Title: Environmental learning and the social construction of an exurban landscape in Fremont County, Colorado

Abstract: Across the rural American West, the restructuring of rural capitalism has transformed production landscapes into those increasingly structured by the development and consumption of natural and cultural amenities. This project used principles from symbolic interactionism, ethnographic methods, and the analytical framework of regional political ecology to understand the role of environmental learning in negotiating the new management regime associated with amenity-based capitalism in rural Fremont County, Colorado.

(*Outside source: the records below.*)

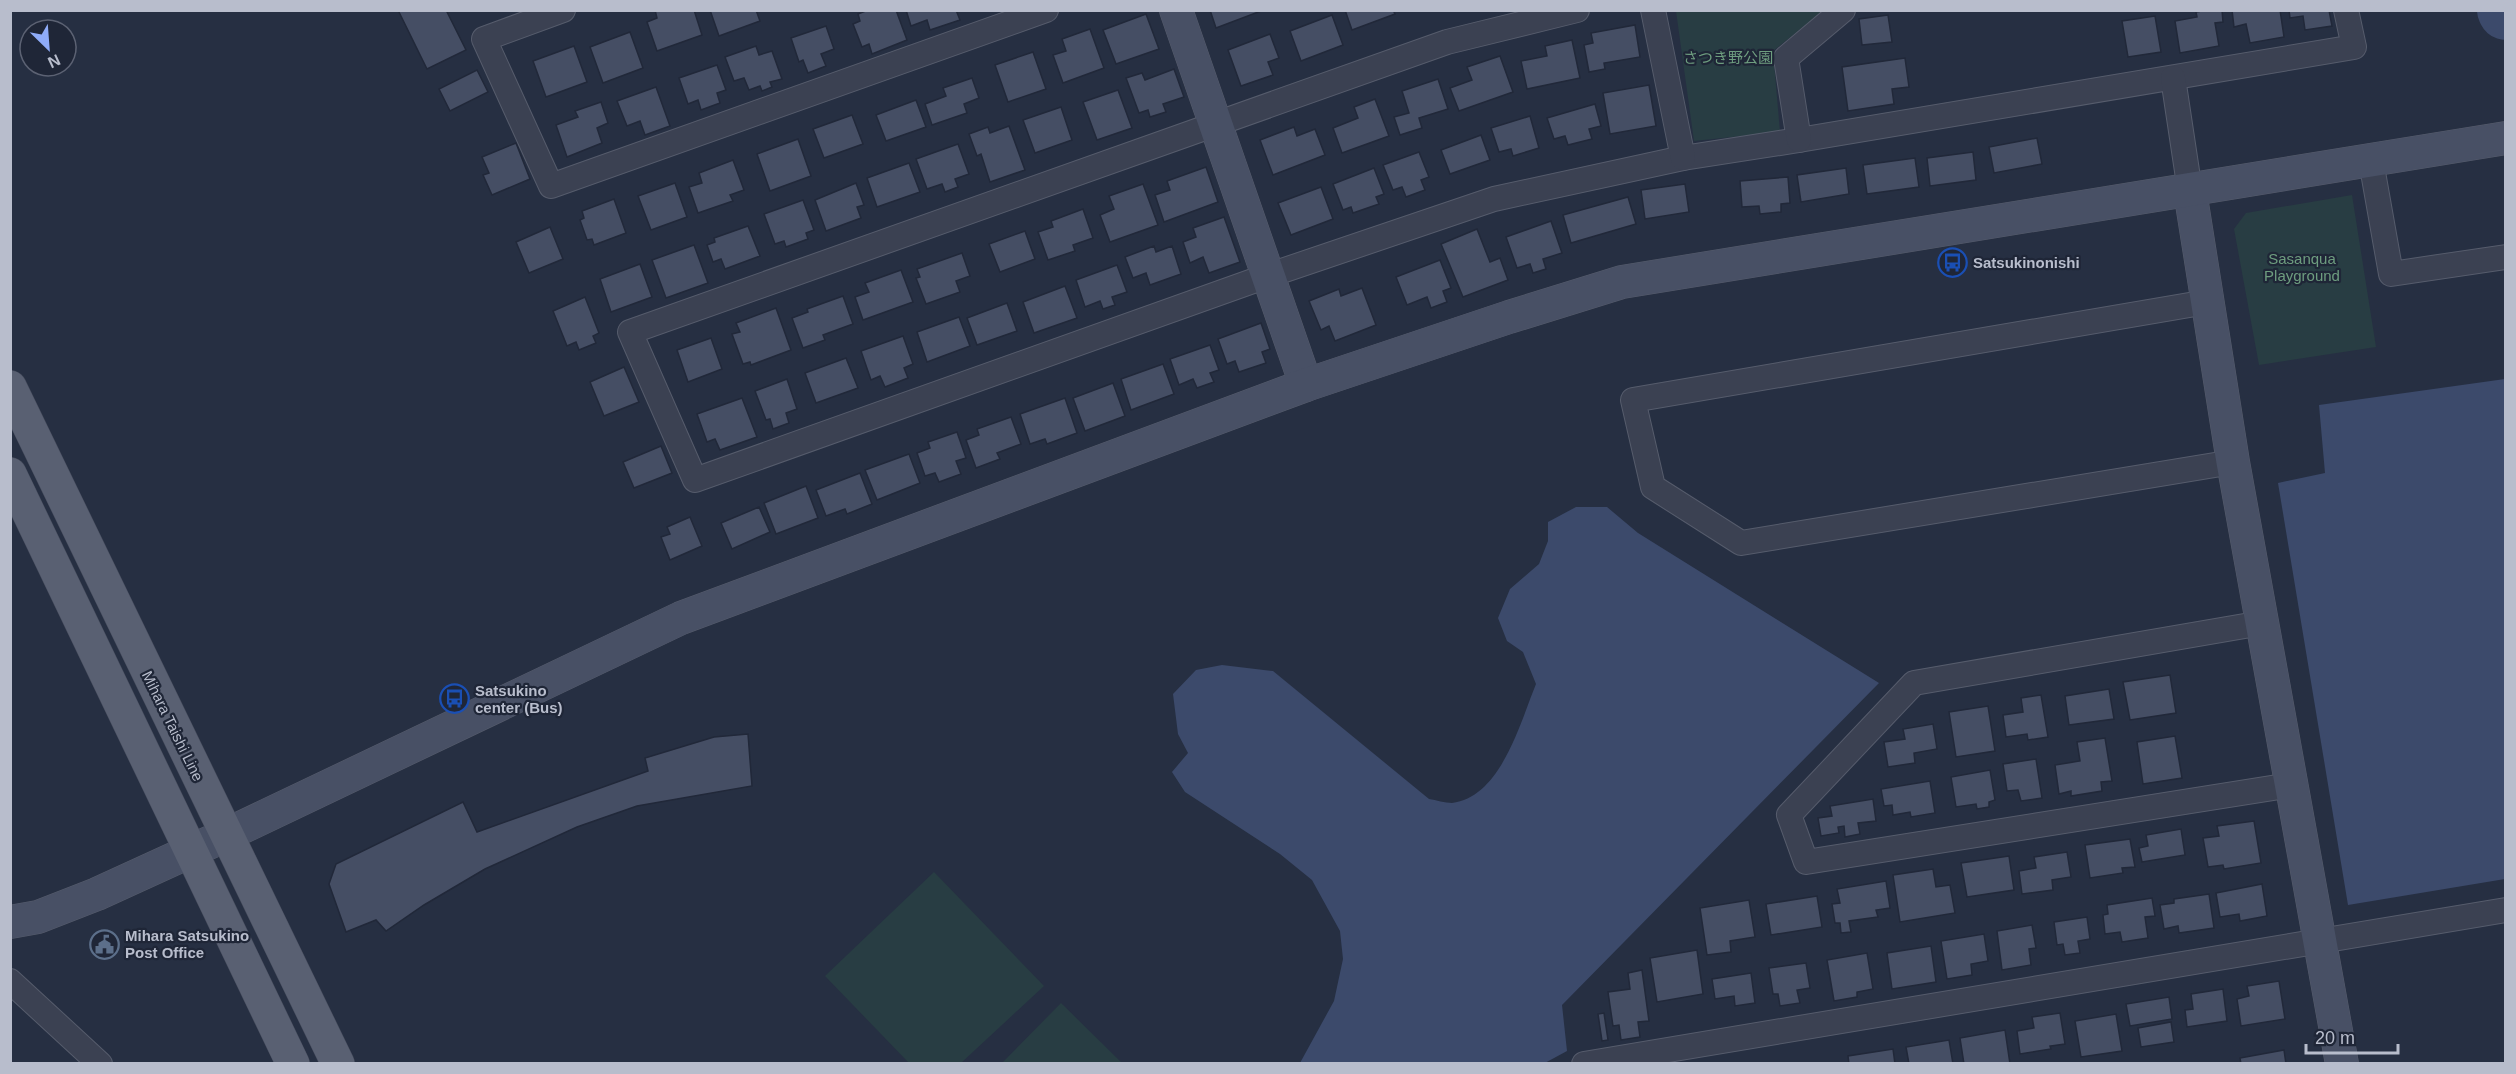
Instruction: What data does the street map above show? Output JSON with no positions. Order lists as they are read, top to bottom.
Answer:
{
  "streets": {
    "main road": ["Mihara Taishi Line"]
  },
  "parks": ["さつき野公園", "Sasanqua Playground"],
  "places": {
    "bus stop": ["Satsukinonishi", "Satsukino center (Bus)"],
    "public building": ["Mihara Satsukino Post Office"]
  },
  "scale_bar": "20 m",
  "north": "bottom right"
}
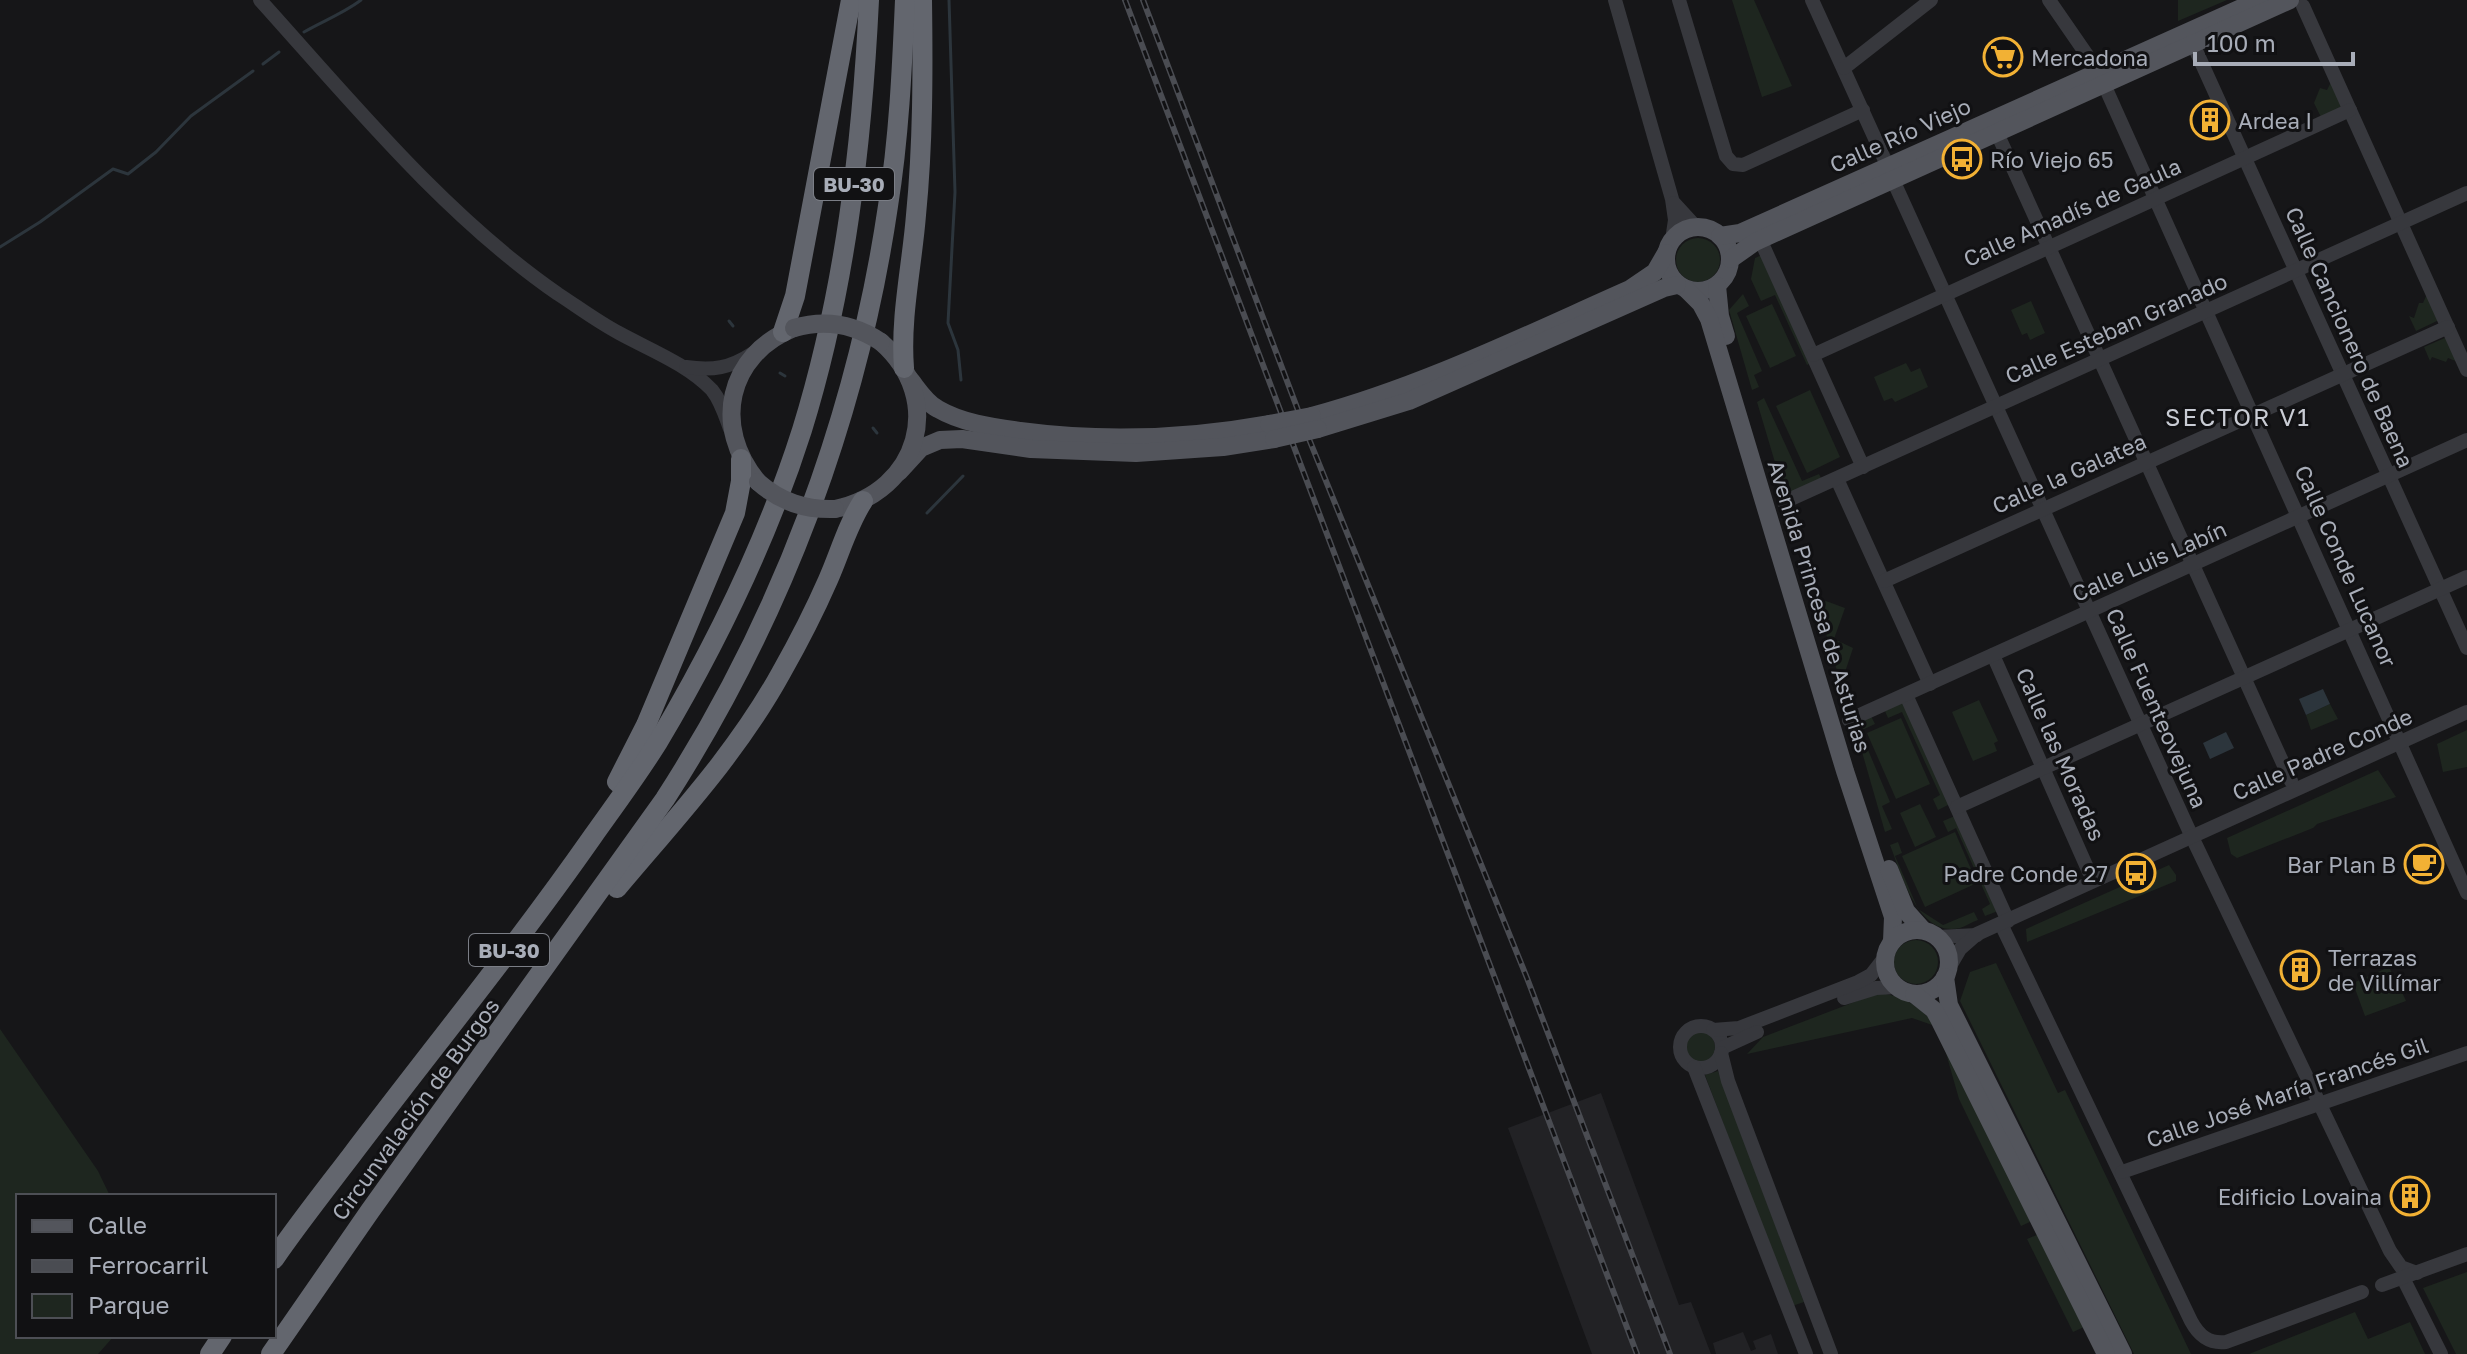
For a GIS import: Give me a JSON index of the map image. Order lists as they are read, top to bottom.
{
  "streets": {
    "highway": ["BU-30", "Circunvalación de Burgos"],
    "main road": ["Calle Río Viejo", "Avenida Princesa de Asturias"],
    "street": [
      "Calle Amadís de Gaula",
      "Calle Esteban Granado",
      "Calle Cancionero de Baena",
      "Calle la Galatea",
      "Calle Luis Labín",
      "Calle Conde Lucanor",
      "Calle Fuenteovejuna",
      "Calle las Moradas",
      "Calle Padre Conde",
      "Calle José María Francés Gil"
    ]
  },
  "crossings": [
    ["Calle Río Viejo", "Calle Cancionero de Baena"],
    ["Calle Río Viejo", "Calle Conde Lucanor"],
    ["Calle Río Viejo", "Avenida Princesa de Asturias"],
    ["Calle Río Viejo", "Calle Fuenteovejuna"],
    ["Calle Amadís de Gaula", "Calle Cancionero de Baena"],
    ["Calle Amadís de Gaula", "Calle Conde Lucanor"],
    ["Calle Amadís de Gaula", "Calle Fuenteovejuna"],
    ["Calle Esteban Granado", "Calle Cancionero de Baena"],
    ["Calle Esteban Granado", "Calle Conde Lucanor"],
    ["Calle Esteban Granado", "Calle Fuenteovejuna"],
    ["Calle Cancionero de Baena", "Calle la Galatea"],
    ["Calle Cancionero de Baena", "Calle Luis Labín"],
    ["Calle la Galatea", "Calle Conde Lucanor"],
    ["Calle la Galatea", "Calle Fuenteovejuna"],
    ["Calle Luis Labín", "Calle Conde Lucanor"],
    ["Calle Luis Labín", "Calle Fuenteovejuna"],
    ["Calle Luis Labín", "Calle las Moradas"],
    ["Calle Conde Lucanor", "Calle Padre Conde"],
    ["Avenida Princesa de Asturias", "Calle Padre Conde"],
    ["Calle Fuenteovejuna", "Calle Padre Conde"],
    ["Calle Fuenteovejuna", "Calle José María Francés Gil"]
  ],
  "districts": ["SECTOR V1"],
  "places": {
    "supermarket": ["Mercadona"],
    "building": ["Ardea I", "Terrazas de Villímar", "Edificio Lovaina"],
    "bus stop": ["Río Viejo 65", "Padre Conde 27"],
    "cafe": ["Bar Plan B"]
  },
  "legend": ["Calle", "Ferrocarril", "Parque"],
  "scale_bar": "100 m"
}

The study found that most amenity residents participate regularly in social learning about the environment through a variety of interpersonal and organizational behaviors. In addition, they are responding collectively to environmental risks and opportunities associated with wildfire, noxious weeds and invasive grass species, prospective uranium mining, and restoration of cultural-landscape features. Ultimately, the practices of environmental learning concern how private properties and assets will be managed relative to the social construction of the environment as an amenity for personal consumption. Conservation and management prospects in this and other rural areas in the postindustrial world can be enhanced by understanding the microsociology of exurban geographies and by engaging the social forms and processes related to this distinctive landscape construction. [Soren C. Larsen, Matt Foulkes, Curtis J. Sorenson & Amy Thompson (2010). Environmental learning and the social construction of an exurban landscape in Fremont County, Colorado. Geoforum, 42(1), 83-93. doi:10.1016/j.geoforum.2010.10.003]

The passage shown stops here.